I first discuss our latest work on rethinking visual object tracking. The basic assumption by visual trackers in the last 30 years was the presence of a bounding box in the first frame. Rather than specifying the target in the first frame of a video by a bounding box, we propose to track the object based on a natural language specification of the target. Tracking by natural language specification not only allows for a more natural human-machine interaction but also improves tracking results. Most importantly, it allows for novel tracking scenarios, for instance, live-streaming tracking or multiple video simultaneous tracking.

Next, I focus on event detection. By definition, events are a complex combination of actions, which can be non-trivially described textually in significant detail, e.g. as in WikiHow . In this work, we show that such external databases that textually describe events allow for improved representation learning. By casting novel events via their textual description as a mixture of known events, we can retrieve relevant videos even with zero-exemplars at training time.

Last, I present a new self-supervised methodology specialized for video, relying on a novel auxiliary task, called odd-one-out learning. In odd-one-out learning, the machine is asked to identify the unrelated or odd element from a set of otherwise related elements. Adapting this to video, we sample sub-videos with the correct and the wrong (odd) order of frames. Our learning machine is implemented as a multi-stream convolutional neural network, which is learned end-to-end and generalizes to other related tasks such as action recognition.

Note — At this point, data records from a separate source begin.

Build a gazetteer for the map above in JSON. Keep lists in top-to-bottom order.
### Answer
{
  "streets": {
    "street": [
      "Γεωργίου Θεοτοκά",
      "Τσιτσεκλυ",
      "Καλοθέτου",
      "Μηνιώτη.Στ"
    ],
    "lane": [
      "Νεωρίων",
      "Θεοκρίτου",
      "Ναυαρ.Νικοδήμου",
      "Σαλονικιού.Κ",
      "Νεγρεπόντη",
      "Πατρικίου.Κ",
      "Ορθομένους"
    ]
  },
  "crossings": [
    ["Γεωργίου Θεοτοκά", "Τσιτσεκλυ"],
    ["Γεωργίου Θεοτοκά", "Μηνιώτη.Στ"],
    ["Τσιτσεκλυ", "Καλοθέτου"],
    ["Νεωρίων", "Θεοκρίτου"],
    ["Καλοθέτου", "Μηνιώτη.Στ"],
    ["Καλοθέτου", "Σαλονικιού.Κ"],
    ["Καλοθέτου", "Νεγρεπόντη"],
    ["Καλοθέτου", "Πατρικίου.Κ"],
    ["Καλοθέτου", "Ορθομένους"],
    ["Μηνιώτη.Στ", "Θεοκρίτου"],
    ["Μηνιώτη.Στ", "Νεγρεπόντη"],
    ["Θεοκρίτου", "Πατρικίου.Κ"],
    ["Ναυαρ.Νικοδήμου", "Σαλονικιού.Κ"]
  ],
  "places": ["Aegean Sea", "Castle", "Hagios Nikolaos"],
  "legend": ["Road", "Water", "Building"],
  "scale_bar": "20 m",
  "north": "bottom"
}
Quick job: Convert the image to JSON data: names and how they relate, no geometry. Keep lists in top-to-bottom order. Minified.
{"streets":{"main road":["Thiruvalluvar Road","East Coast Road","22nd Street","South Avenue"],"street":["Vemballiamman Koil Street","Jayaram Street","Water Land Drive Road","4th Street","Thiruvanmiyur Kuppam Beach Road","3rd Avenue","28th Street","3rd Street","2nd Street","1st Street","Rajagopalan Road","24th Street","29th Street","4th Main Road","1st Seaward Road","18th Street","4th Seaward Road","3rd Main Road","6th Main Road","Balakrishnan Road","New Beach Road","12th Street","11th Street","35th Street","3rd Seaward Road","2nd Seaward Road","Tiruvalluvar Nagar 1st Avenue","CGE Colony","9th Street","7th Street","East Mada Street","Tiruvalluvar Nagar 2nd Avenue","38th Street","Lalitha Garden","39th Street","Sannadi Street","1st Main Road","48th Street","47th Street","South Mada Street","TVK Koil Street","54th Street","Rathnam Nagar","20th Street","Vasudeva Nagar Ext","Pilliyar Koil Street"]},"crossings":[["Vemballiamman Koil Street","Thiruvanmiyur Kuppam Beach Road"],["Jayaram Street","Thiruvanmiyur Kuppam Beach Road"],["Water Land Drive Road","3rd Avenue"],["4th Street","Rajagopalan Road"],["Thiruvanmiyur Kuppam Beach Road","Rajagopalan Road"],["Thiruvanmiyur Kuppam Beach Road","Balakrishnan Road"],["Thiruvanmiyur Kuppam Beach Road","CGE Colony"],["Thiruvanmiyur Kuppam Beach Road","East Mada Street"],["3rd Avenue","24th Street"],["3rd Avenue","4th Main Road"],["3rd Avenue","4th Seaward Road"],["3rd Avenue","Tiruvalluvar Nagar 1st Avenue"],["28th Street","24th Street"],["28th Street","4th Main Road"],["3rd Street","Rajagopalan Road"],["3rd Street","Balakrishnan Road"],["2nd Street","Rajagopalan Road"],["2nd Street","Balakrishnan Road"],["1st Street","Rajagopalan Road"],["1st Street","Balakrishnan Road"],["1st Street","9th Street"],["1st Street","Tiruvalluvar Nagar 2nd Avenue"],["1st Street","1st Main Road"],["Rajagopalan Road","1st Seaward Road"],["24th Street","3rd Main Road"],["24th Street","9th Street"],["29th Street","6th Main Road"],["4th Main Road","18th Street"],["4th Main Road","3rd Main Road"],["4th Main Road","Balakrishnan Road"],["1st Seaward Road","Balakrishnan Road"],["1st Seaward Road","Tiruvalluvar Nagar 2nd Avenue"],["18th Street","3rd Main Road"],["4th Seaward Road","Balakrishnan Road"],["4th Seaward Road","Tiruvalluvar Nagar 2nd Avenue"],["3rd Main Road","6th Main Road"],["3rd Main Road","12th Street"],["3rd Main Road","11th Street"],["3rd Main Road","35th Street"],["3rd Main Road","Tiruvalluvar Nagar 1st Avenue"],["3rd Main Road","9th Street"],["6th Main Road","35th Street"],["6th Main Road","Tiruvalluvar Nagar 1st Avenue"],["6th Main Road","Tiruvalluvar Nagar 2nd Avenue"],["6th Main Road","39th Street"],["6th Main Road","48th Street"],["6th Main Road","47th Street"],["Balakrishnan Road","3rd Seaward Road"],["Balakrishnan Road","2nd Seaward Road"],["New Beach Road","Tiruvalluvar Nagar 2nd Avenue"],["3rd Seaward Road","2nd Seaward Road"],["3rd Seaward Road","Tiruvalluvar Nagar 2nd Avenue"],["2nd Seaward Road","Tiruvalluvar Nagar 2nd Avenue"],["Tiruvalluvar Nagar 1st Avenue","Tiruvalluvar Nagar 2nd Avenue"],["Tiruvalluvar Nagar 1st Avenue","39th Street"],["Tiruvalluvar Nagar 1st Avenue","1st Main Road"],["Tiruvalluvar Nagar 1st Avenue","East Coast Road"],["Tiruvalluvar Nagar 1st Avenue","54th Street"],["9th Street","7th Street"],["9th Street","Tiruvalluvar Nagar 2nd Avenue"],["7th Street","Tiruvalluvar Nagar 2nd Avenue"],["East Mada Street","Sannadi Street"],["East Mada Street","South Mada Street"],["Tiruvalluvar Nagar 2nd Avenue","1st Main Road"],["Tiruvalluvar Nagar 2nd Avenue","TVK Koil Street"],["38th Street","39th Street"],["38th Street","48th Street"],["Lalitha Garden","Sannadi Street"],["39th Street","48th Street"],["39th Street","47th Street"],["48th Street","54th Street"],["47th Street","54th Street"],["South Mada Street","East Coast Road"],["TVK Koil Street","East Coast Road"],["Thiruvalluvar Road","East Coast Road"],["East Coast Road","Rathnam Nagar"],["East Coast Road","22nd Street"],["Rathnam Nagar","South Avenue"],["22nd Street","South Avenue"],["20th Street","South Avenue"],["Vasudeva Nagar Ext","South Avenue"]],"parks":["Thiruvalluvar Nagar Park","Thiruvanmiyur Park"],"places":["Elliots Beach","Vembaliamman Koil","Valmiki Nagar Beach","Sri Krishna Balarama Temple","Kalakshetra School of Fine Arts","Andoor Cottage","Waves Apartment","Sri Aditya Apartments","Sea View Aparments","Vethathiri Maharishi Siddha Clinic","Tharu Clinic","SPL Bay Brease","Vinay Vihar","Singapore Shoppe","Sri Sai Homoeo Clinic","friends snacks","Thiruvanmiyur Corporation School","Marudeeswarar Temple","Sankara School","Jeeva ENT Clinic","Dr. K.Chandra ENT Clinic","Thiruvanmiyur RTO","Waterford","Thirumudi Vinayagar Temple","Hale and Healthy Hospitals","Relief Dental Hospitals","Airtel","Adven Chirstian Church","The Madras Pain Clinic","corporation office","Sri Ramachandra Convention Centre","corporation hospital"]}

Technical mediation of social cognition: minimalist experimental paradigm of perceptual interactions

ezp@xrce.xerox.com (Claudia HEYER) — Sun, 04 Jun 2017 20:46:51 +0000

Monday, June 12th, 11am.

Speaker: Charles Lenay, Université de technologie de Compiègne, France

After presenting the context, issues and ambitions of a technological research in the Humanities as promoted by the COSTECH UTC team, I will give some examples of research in cognitive science. These studies, both scientific, technological and philosophical on perceptual supplementation systems are in line with the so-called "4E" approaches in cognitive sciences (Enactive, Embodied, Embedded, Extended). It is a question of constructing very simple experimental situations to highlight the dynamics of interactions that constitute the skills of social cognition as the "recognition of others", the "perception of her intentions" or "imitation of her facial expressions".

Evolving dialogue with machines

ezp@xrce.xerox.com (Irene MAXWELL) — Sun, 04 Jun 2017 20:44:06 +0000

Thursday, June 1st at 11am.

Speaker: Milica Gasic, lecturer, University of Cambridge, UK.

Abstract:

In the last decade we have witnessed machine learning trigger a revolution in dialogue research. Using a variety of reinforcement and supervised learning methods and innovative architectures, we can now build fully data-driven dialogue systems. These techniques are part of a user-in-the-loop framework, where systems can be deployed quickly, handle speech recognition errors gracefully and learn continuously from interaction with real users.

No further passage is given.